First, I packed up those irreplaceable things that every mother loves. Our photo albums, the baby books, and a few special framed pictures that just melt my heart. The framed pictures of my mom and dad, taken right after their wedding.A journal that had belonged to my father, in which we “finished” his story, sweet hours spent together, shortly before he died. My grandmother’s wedding ring, in two pieces because I’d never gotten around to having it fixed. A packet of flower seeds given to me long ago by someone I had loved, because he knew I’d rather have the seeds than the cut flowers. My first thesaurus and a leather bound book of Shakespeare. 19 years of birthday cards from my girls, starting out with fingerprints in pink and purple ink, followed by wobbly printing, maturing to creative artistic endeavors. Love letters tied with ribbons. A strangely charming bowl shaped like a dinosaur, made by my daughter. Rocks and sand and geological oddities we’d picked up on various vacations in various places.
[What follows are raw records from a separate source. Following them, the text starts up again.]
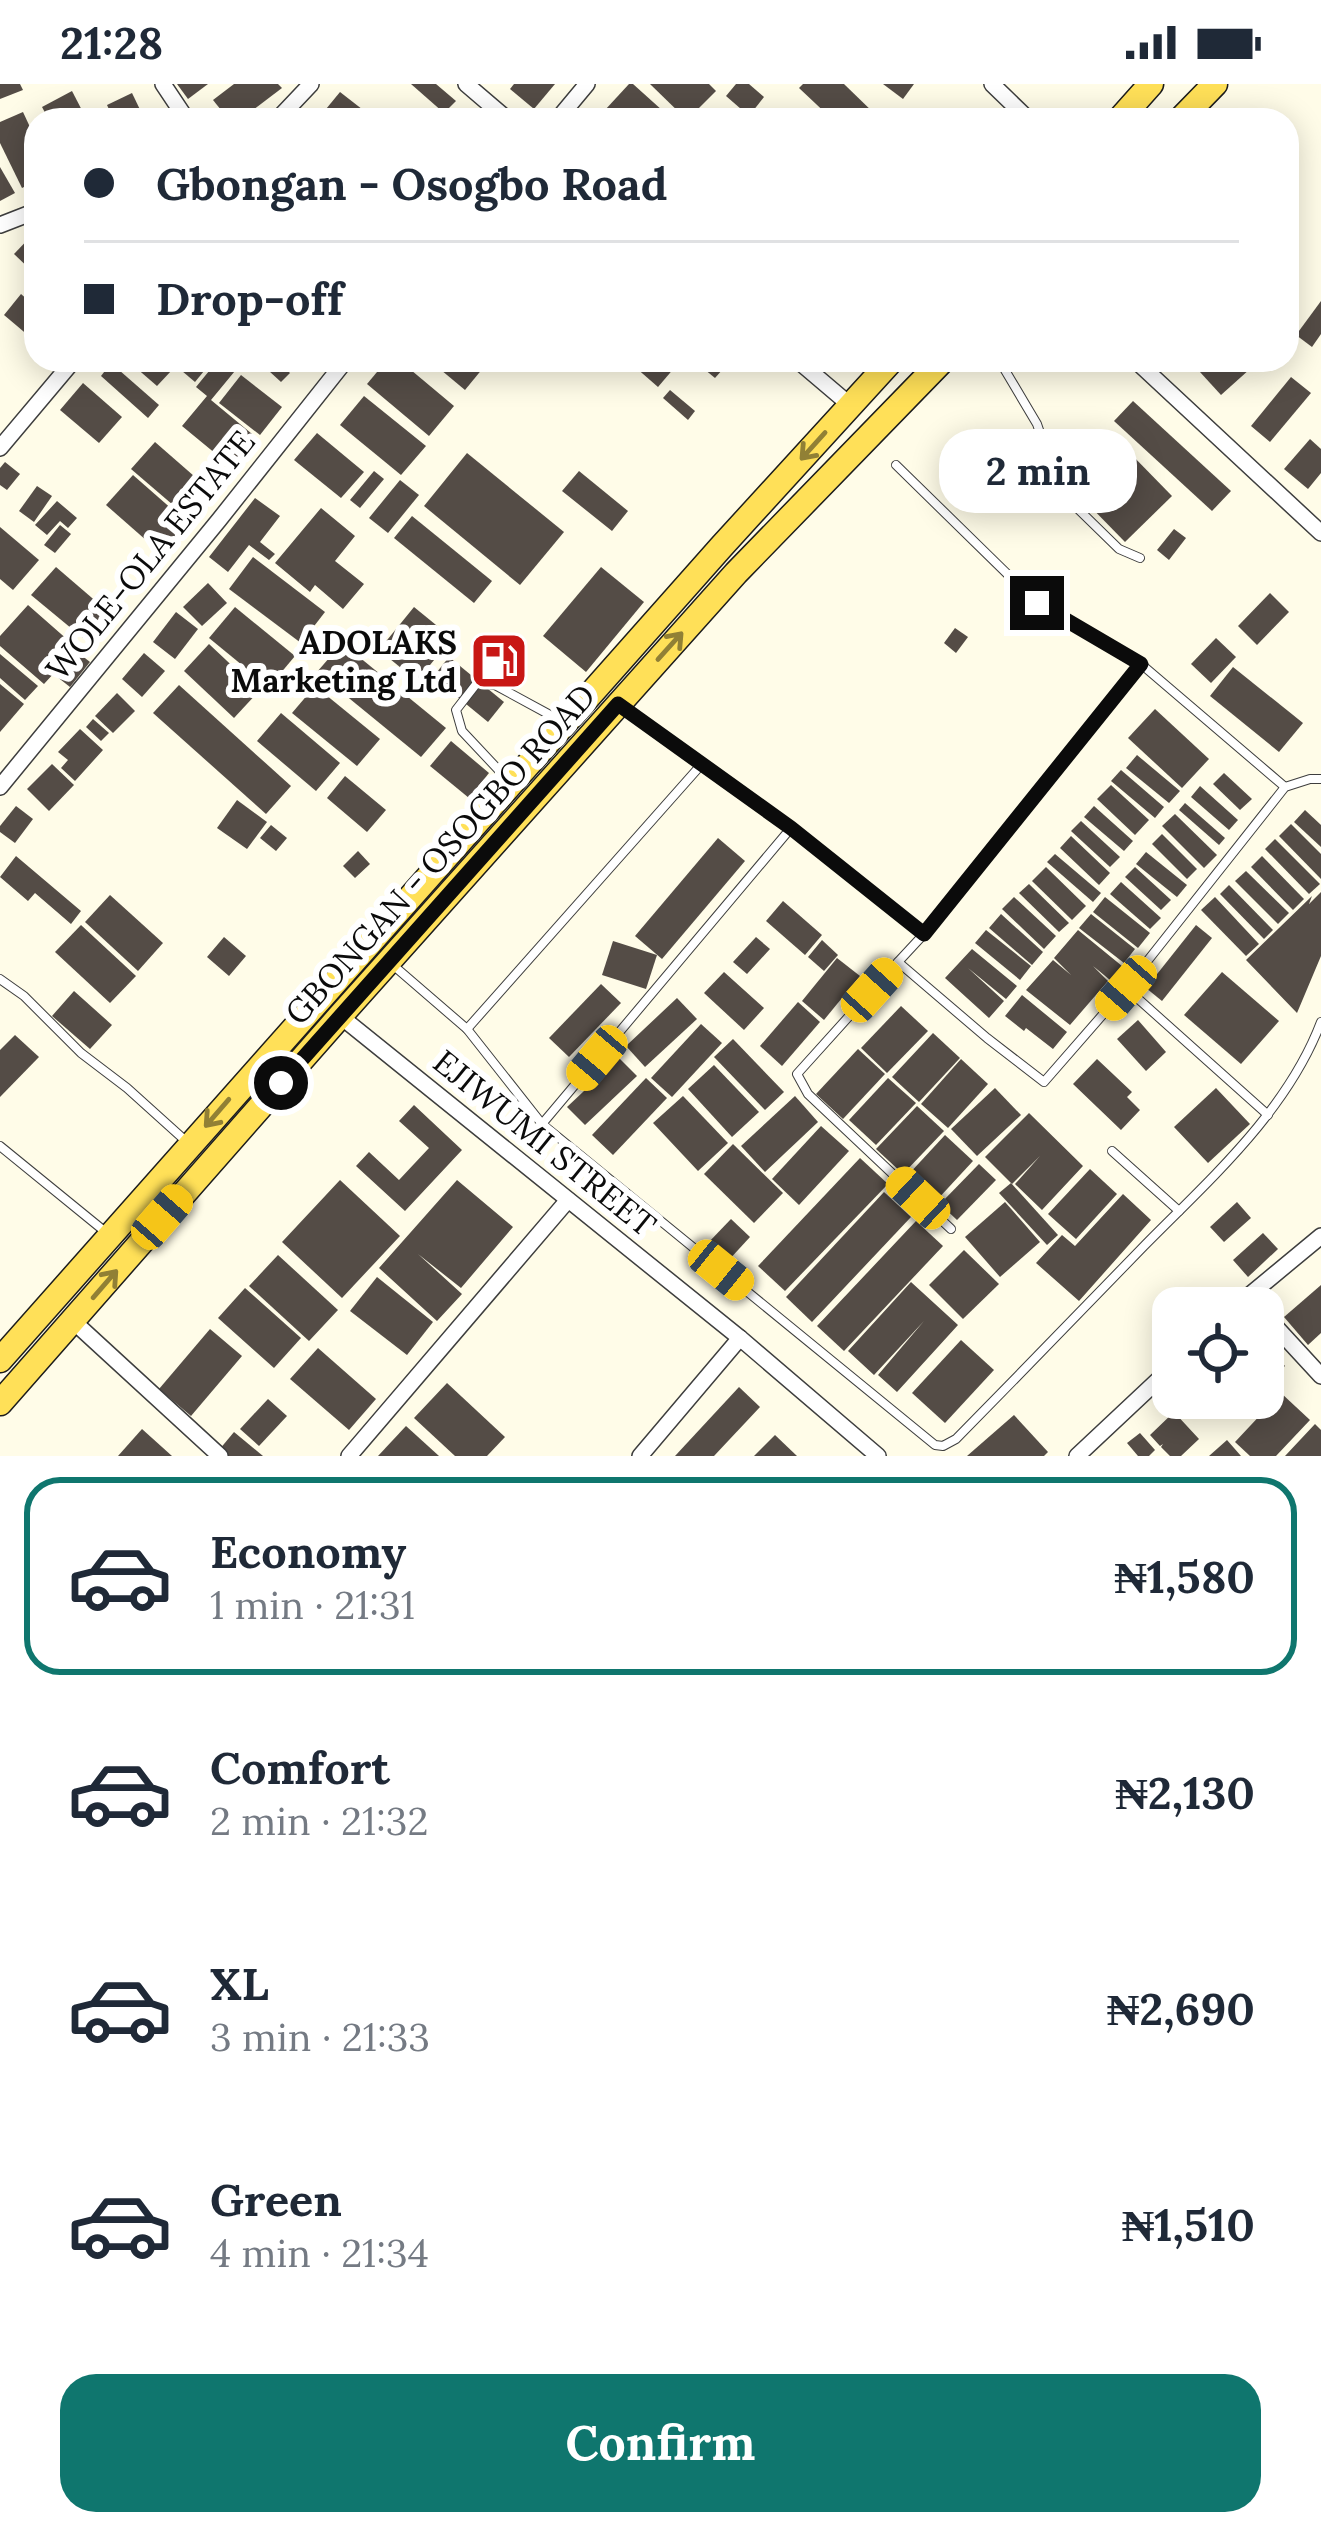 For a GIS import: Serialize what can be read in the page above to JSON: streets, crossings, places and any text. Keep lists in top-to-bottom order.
{
  "streets": {
    "main road": ["GBONGAN - OSOGBO ROAD"],
    "street": ["WOLE-OLA ESTATE", "EJIWUMI STREET"]
  },
  "crossings": [
    ["GBONGAN - OSOGBO ROAD", "EJIWUMI STREET"]
  ],
  "places": {
    "fuel station": ["ADOLAKS Marketing Ltd"]
  },
  "page": {
    "status": "21:28",
    "banner": ["Gbongan - Osogbo Road", "Drop-off"],
    "bubble": "2 min",
    "list": [
      {
        "name": "Economy",
        "note": "1 min · 21:31",
        "value": "₦1,580"
      },
      {
        "name": "Comfort",
        "note": "2 min · 21:32",
        "value": "₦2,130"
      },
      {
        "name": "XL",
        "note": "3 min · 21:33",
        "value": "₦2,690"
      },
      {
        "name": "Green",
        "note": "4 min · 21:34",
        "value": "₦1,510"
      }
    ],
    "buttons": "Confirm"
  }
}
Of course, I packed items of monetary value too – my wedding ring, some gold jewelry, some small antiques, and some silver coins. But the truly priceless items were in that first box of memories so strong that just touching the items was like reliving my life by osmosis.
It was a half day of school so my daughter was finished in just a couple of hours. Despite the reassuring reports online, I was too nervous to leave our pets at the house. I corralled two angry cats into carriers and put them in the back of the SUV, along with our 3-day bags and my box of memories. The dog, always happy to go for a ride, jumped in and looked hopeful that she’d be allowed to ride shotgun. (As usual, she was banished to the back.)
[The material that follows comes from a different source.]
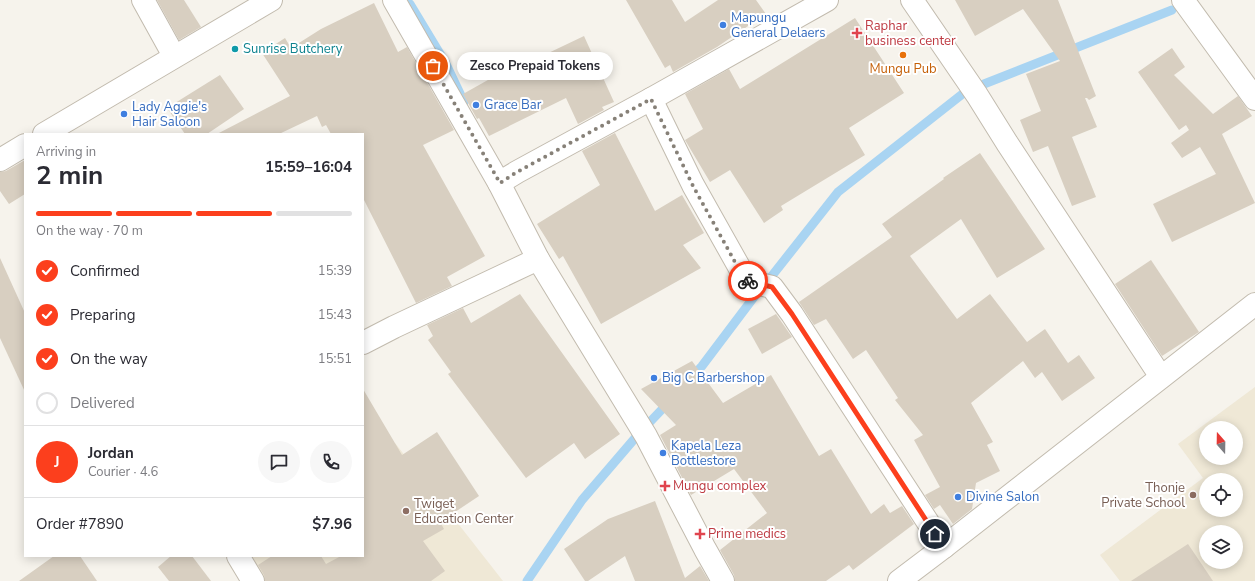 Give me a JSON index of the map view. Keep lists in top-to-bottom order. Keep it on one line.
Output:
{"places":{"other":["Mapungu General Delaers","Sunrise Butchery","Mungu Pub","Zesco Prepaid Tokens","Grace Bar","Lady Aggie's Hair Saloon","Big C Barbershop","Kapela Leza Bottlestore","Thonje Private School","Divine Salon","Twiget Education Center"],"health":["Raphar business center","Mungu complex","Prime medics"]},"north":"top","page":{"bubble":"Zesco Prepaid Tokens","heading":["2 min","Arriving in","15:59–16:04"],"panel":["Jordan","Courier · 4.6","Order #7890","$7.96"],"bar":"On the way · 70 m","list":[["Confirmed","15:39"],["Preparing","15:43"],["On the way","15:51"],"Delivered"],"round":"J"}} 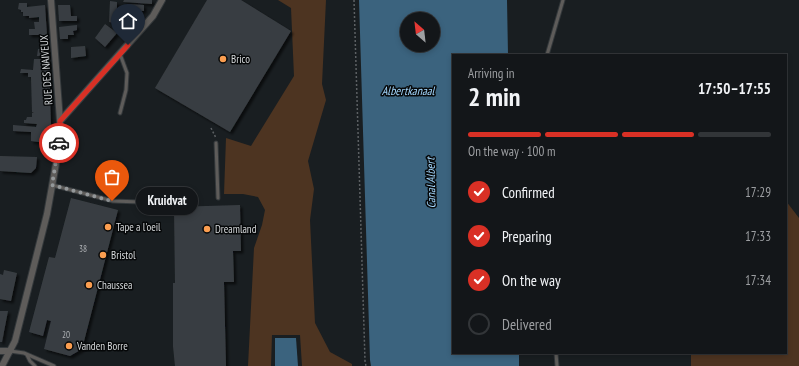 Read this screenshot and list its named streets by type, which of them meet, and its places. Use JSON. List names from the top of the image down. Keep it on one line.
{"streets":{"street":["RUE DES NAIVEUX"]},"water":["Albertkanaal","Canal Albert"],"places":["Brico","Kruidvat","Tape a l'oeil","Dreamland","Bristol","Chaussea","Vanden Borre"],"house_numbers":["38","20"],"north":"top left","page":{"heading":["2 min","Arriving in","17:50–17:55"],"bar":"On the way · 100 m","list":[["Confirmed","17:29"],["Preparing","17:33"],["On the way","17:34"],"Delivered"],"bubble":"Kruidvat"}}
We made a quick pick-up, dropped off my daughter’s carpool buddy, and got home. The dog is always amiable and loves getting home just as much as she loves leaving it in the first place. The cats were less than pleased, and we released the disgruntled felines into the house. They shook themselves, glared at us, and began to groom their ruffled coats after their vehicular ordeal.
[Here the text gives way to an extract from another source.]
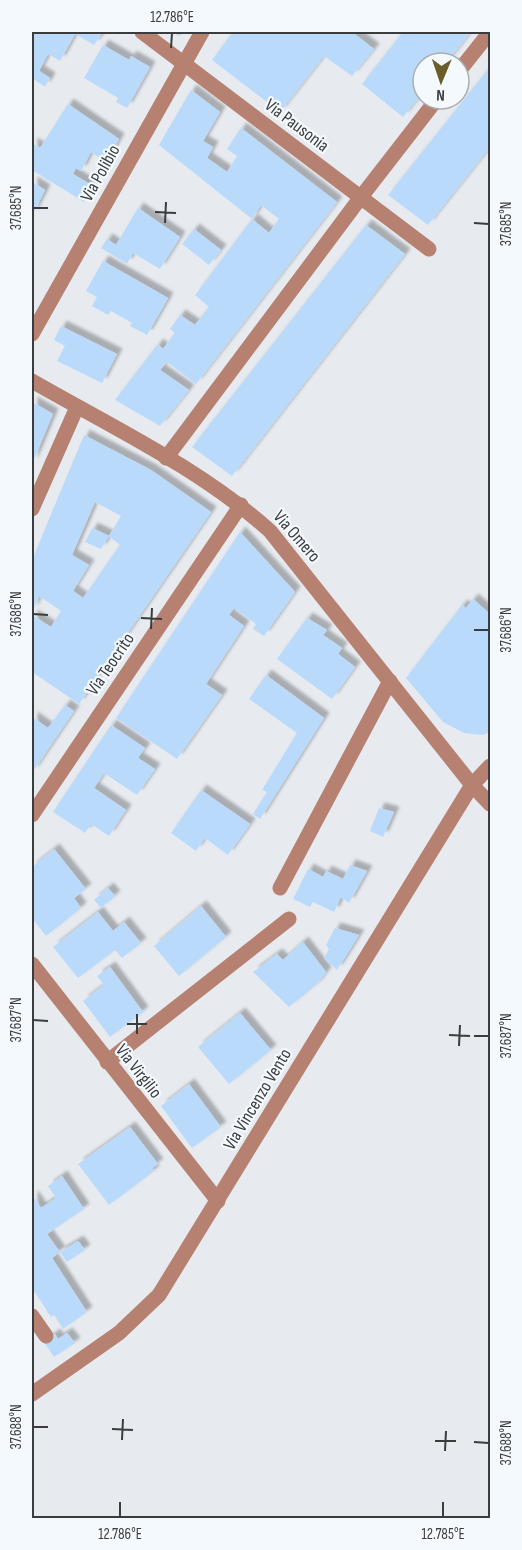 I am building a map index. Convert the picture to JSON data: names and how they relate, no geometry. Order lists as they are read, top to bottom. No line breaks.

I explained to Rosie that she needed to gather up her most precious belongings. Like me, she grabbed photos, but she also carefully packed some things that had belonged to her dad, who had suddenly passed away a few years ago. The things that were dear to her was his letterman’s jacket from high school, studded with bars and patches boasting of his athletic ability. She brought a hoodie that had been her dad’s, gigantic on her with the sleeves going far past the tips of her fingers. She packed a jewelry box full of precious bits and pieces – gifts that had earned their way into the box by virtue of either the giver or the monetary value or just because they caught her eye and made her happy. She has moved many times, and notes and photos from distant friends also made the cut.
Once these vital items had been ensconced in the vehicle, we packed some more clothing – a full two weeks’ worth of everything from socks to undies to dress clothes to casual attire. Those suitcases went into the vehicle atop the boxes that contained our memories.
And then, we waited.
Time takes on a different feel when you are waiting for disaster to strike. It crawls, pausing to explore horrific scenarios. It wanders and climbs, picking its way through imagined pitfalls. We found ourselves either wanting news that a miraculous rain had fallen from the sky, extinguishing the giant inferno, or the call to evacuate with no further ado. While we’d prefer the former, the latter would suffice because waiting…is…excruciating.
I repeatedly found myself refreshing the fire information websites, even though I had signed up for the local reverse 911 system in order to be alerted immediately should the need arise to evacuate. Finally, I began watching a movie on Netflix and promptly fell asleep, only to dream strange, horrible nightmares that, oddly, had nothing to do with a stealthily approaching fire creeping up the side of the canyon while we slept.
We made it through the night unscathed, and the next. Two more alerts arrived that our area could potentially be faced with evacuation, as the wind picked up and embers flew. Storms circled overhead, but instead of blessing us with rain, we only got lightning – terrifying under these conditions, because it could set off a whole new fire. Sixteen cloud-to-ground strikes, according to the radars, the last thing we needed.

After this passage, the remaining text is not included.